Given the entries below, please return each one exactly.

[Opening Provided data section]

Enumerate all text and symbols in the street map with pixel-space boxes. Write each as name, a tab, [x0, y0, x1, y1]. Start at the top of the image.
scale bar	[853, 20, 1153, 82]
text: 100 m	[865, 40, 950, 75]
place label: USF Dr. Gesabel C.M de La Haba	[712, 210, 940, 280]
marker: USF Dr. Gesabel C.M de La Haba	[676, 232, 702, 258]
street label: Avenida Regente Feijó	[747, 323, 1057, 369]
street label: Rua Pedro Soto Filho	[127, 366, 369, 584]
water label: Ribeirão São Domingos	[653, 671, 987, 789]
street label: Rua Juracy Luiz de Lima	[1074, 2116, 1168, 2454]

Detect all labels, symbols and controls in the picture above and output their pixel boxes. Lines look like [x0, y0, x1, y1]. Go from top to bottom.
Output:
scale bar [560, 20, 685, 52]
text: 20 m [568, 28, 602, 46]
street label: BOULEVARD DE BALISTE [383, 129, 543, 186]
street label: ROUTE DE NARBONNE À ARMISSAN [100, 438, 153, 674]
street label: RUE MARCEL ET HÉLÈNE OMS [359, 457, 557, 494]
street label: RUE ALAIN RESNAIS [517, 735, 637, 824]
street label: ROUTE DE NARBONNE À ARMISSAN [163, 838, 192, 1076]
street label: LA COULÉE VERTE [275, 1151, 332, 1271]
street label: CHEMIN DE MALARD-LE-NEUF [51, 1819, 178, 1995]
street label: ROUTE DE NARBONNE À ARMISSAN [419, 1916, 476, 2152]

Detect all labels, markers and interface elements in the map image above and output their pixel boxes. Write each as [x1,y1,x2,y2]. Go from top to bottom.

[Closing Provided data section]

= Solution to this task =
Enumerate all text and symbols in the street map with pixel-space boxes. Write each as name, a tab, [x0, y0, x1, y1]. Start at the top of the image.
scale bar	[853, 20, 1153, 82]
text: 100 m	[865, 40, 950, 75]
place label: USF Dr. Gesabel C.M de La Haba	[712, 210, 940, 280]
marker: USF Dr. Gesabel C.M de La Haba	[676, 232, 702, 258]
street label: Avenida Regente Feijó	[747, 323, 1057, 369]
street label: Rua Pedro Soto Filho	[127, 366, 369, 584]
water label: Ribeirão São Domingos	[653, 671, 987, 789]
street label: Rua Juracy Luiz de Lima	[1074, 2116, 1168, 2454]

Detect all labels, symbols and controls in the picture above and output their pixel boxes. Lines look like [x0, y0, x1, y1]. Go from top to bottom.
Output:
scale bar [560, 20, 685, 52]
text: 20 m [568, 28, 602, 46]
street label: BOULEVARD DE BALISTE [383, 129, 543, 186]
street label: ROUTE DE NARBONNE À ARMISSAN [100, 438, 153, 674]
street label: RUE MARCEL ET HÉLÈNE OMS [359, 457, 557, 494]
street label: RUE ALAIN RESNAIS [517, 735, 637, 824]
street label: ROUTE DE NARBONNE À ARMISSAN [163, 838, 192, 1076]
street label: LA COULÉE VERTE [275, 1151, 332, 1271]
street label: CHEMIN DE MALARD-LE-NEUF [51, 1819, 178, 1995]
street label: ROUTE DE NARBONNE À ARMISSAN [419, 1916, 476, 2152]

Detect all labels, markers and interface elements in the map image above and output their pixel boxes. Write each as [x1,y1,x2,y2]. Go from top to bottom.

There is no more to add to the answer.